Posted Mar 26, 2024 - 18:23 UTC
Update
Services in Singapore have recovered fully. Over the last 15 minutes, we have seen a recovery of the majority of PostgreSQL, Redis, and services with attached disks, and we continue to observe the recovery of others. Engineers are working on improving recovery times for these services. We aim for full recovery for all paid services before 12 PM PT.
Posted Mar 26, 2024 - 17:58 UTC
Update
Due to the scope of the incident, we need to intentionally and sequentially recover PostgreSQL and Redis functionality across the fleet. We're actively working towards full recovery and collaborating with upstream providers to speed things up.
Posted Mar 26, 2024 - 17:29 UTC
Update
Data Services (Postgres/Redis) and services with attached disks are taking additional work to recover.
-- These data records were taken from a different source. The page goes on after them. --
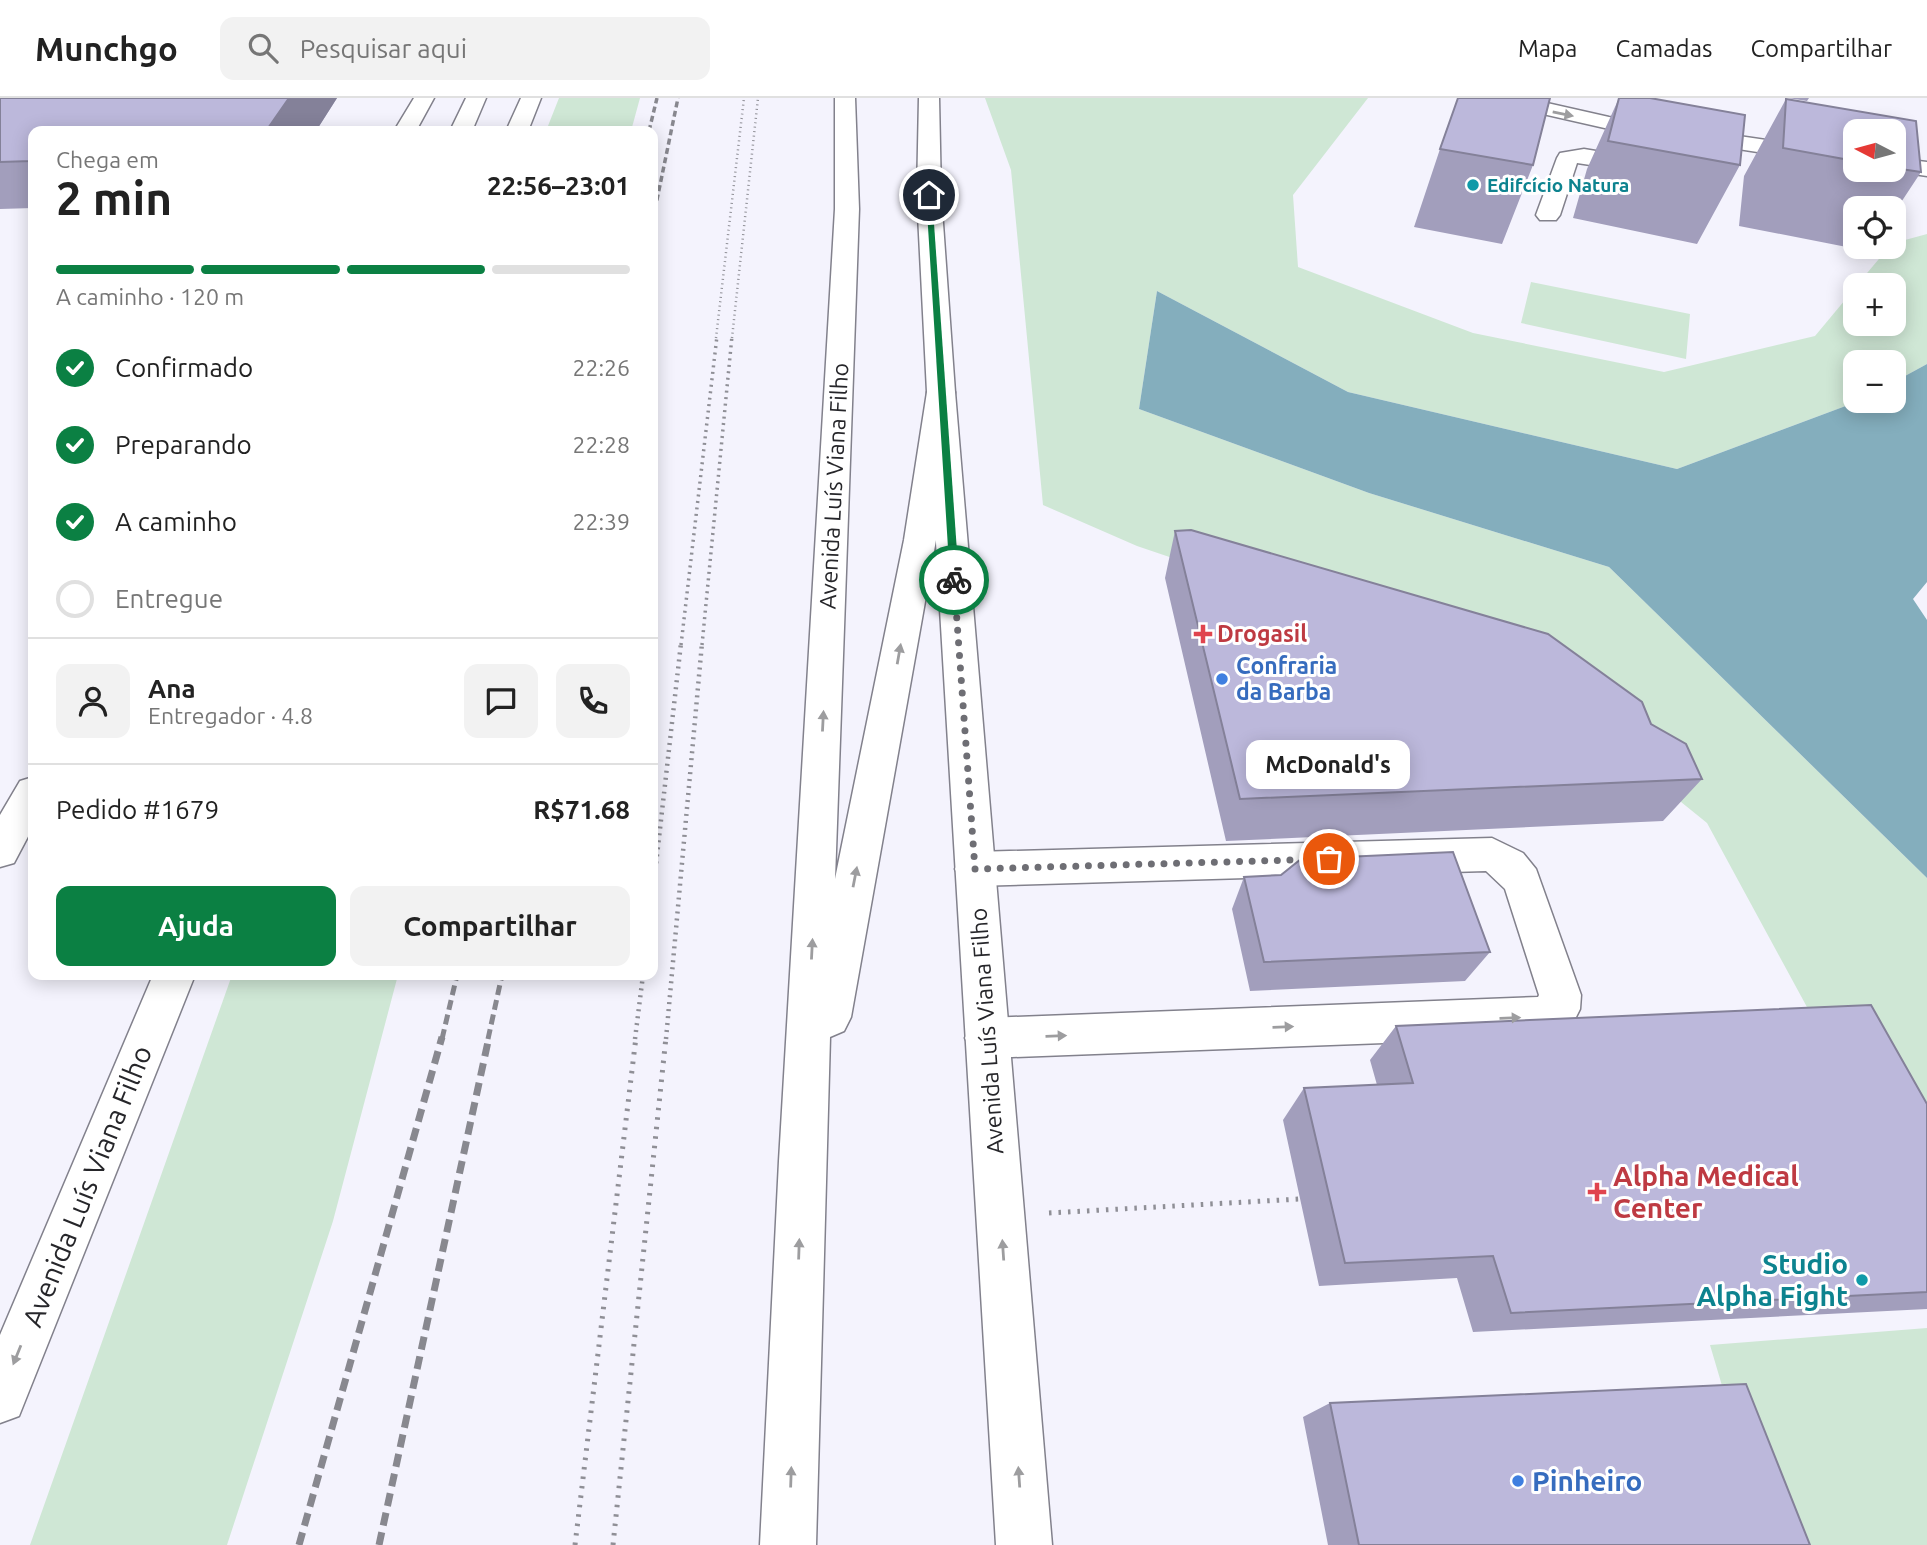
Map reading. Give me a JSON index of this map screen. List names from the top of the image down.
{
  "streets": {
    "main road": ["Avenida Luís Viana Filho"]
  },
  "places": {
    "other": [
      "Edifcício Natura",
      "Confraria da Barba",
      "McDonald's",
      "Studio Alpha Fight",
      "Pinheiro"
    ],
    "health": ["Drogasil", "Alpha Medical Center"]
  },
  "north": "left",
  "page": {
    "header": "Munchgo",
    "search": "Pesquisar aqui",
    "nav": ["Mapa", "Camadas", "Compartilhar"],
    "map_buttons": ["+", "−"],
    "heading": ["2 min", "Chega em", "22:56–23:01"],
    "panel": [
      "Ana",
      "Entregador · 4.8",
      "Pedido #1679",
      "R$71.68"
    ],
    "bar": "A caminho · 120 m",
    "list": [
      ["Confirmado", "22:26"],
      ["Preparando", "22:28"],
      ["A caminho", "22:39"],
      "Entregue"
    ],
    "bubble": "McDonald's",
    "buttons": ["Ajuda", "Compartilhar"]
  }
}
Application Services that connect to those data services will experience failures or degredation as a result.
Posted Mar 26, 2024 - 16:45 UTC
Update
Many services recovered automatically, engineering is continuing to identify still affected services and mitigate issues as necessary.
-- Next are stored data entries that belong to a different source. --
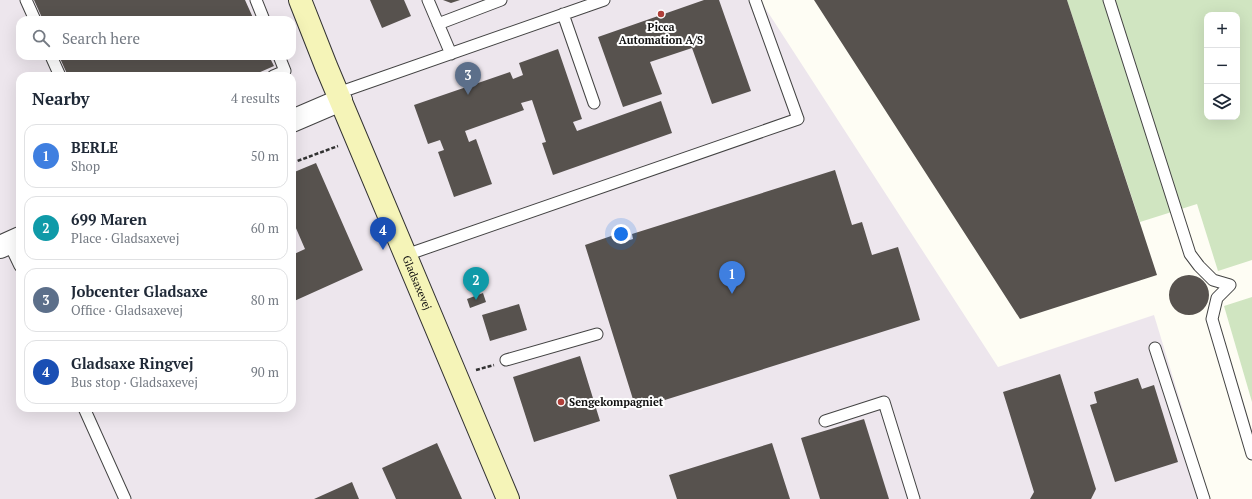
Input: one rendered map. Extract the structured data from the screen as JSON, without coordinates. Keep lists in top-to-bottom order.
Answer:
{
  "streets": {
    "street": ["Gladsaxevej"]
  },
  "places": ["Picca Automation A/S", "Sengekompagniet"],
  "page": {
    "map_buttons": ["+", "−"],
    "search": "Search here",
    "pins": [
      "3",
      "4",
      "1",
      "2"
    ],
    "heading": ["Nearby", "4 results"],
    "list": [
      {
        "mark": "1",
        "name": "BERLE",
        "note": "Shop",
        "value": "50 m"
      },
      {
        "mark": "2",
        "name": "699 Maren",
        "note": "Place · Gladsaxevej",
        "value": "60 m"
      },
      {
        "mark": "3",
        "name": "Jobcenter Gladsaxe",
        "note": "Office · Gladsaxevej",
        "value": "80 m"
      },
      {
        "mark": "4",
        "name": "Gladsaxe Ringvej",
        "note": "Bus stop · Gladsaxevej",
        "value": "90 m"
      }
    ]
  }
}
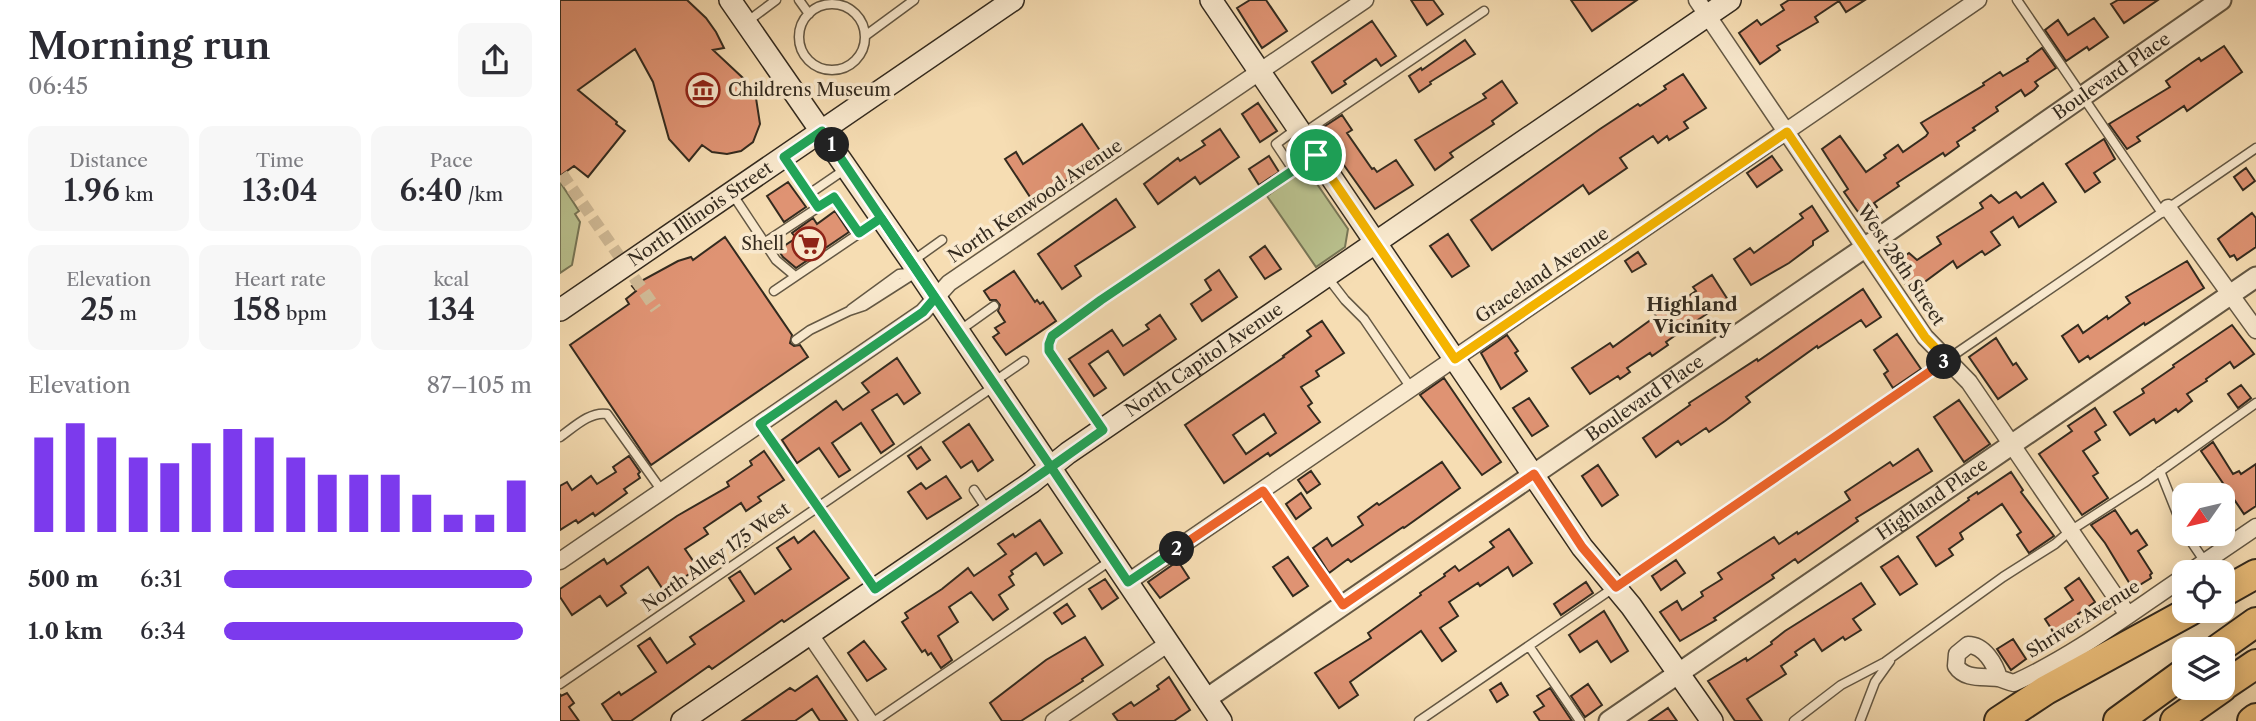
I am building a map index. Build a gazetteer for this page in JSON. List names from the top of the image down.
{
  "streets": {
    "main road": ["North Illinois Street", "North Capitol Avenue"],
    "street": [
      "Boulevard Place",
      "North Kenwood Avenue",
      "West 28th Street",
      "Graceland Avenue",
      "Highland Place",
      "Shriver Avenue"
    ],
    "lane": ["North Alley 175 West"]
  },
  "crossings": [
    ["Boulevard Place", "West 28th Street"],
    ["West 28th Street", "Graceland Avenue"],
    ["West 28th Street", "North Capitol Avenue"],
    ["West 28th Street", "Highland Place"],
    ["West 28th Street", "Shriver Avenue"]
  ],
  "districts": ["Highland Vicinity"],
  "places": {
    "museum": ["Childrens Museum"],
    "supermarket": ["Shell"]
  },
  "north": "bottom left",
  "page": {
    "heading": ["Morning run", "06:45"],
    "stats": [
      ["Distance", "1.96 km"],
      ["Time", "13:04"],
      ["Pace", "6:40 /km"],
      ["Elevation", "25 m"],
      ["Heart rate", "158 bpm"],
      ["kcal", "134"]
    ],
    "pins": ["1", "3", "2"],
    "chart": ["Elevation", "87–105 m"],
    "list": [
      {
        "name": "500 m",
        "note": "6:31"
      },
      {
        "name": "1.0 km",
        "note": "6:34"
      }
    ]
  }
}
Posted Mar 26, 2024 - 16:28 UTC
Update
We are continuing to work on a fix for this issue.
Posted Mar 26, 2024 - 16:20 UTC
Identified
We are encountering a broad range of outages across the Render Platform affecting connections and services. Engineering is working on mitigating the cause of these issues and narrowing down any non-affected components.
Posted Mar 26, 2024 - 16:19 UTC
This incident affected: Oregon (Web Services, Cron Jobs, Background Workers, Builds and Deploys, PostgreSQL, Redis, Web Services - Free Tier, Autoscaling, Metrics/Logs), Frankfurt (Web Services, Cron Jobs, Background Workers, Builds and Deploys, PostgreSQL, Redis, Web Services - Free Tier, Autoscaling, Metrics/Logs), Ohio (Web Services, Cron Jobs, Background Workers, Builds and Deploys, PostgreSQL, Redis, Web Services - Free Tier, Autoscaling, Metrics/Logs), and Singapore (Web Services, Cron Jobs, Background Workers, Builds and Deploys, PostgreSQL, Redis, Web Services - Free Tier, Autoscaling, Metrics/Logs).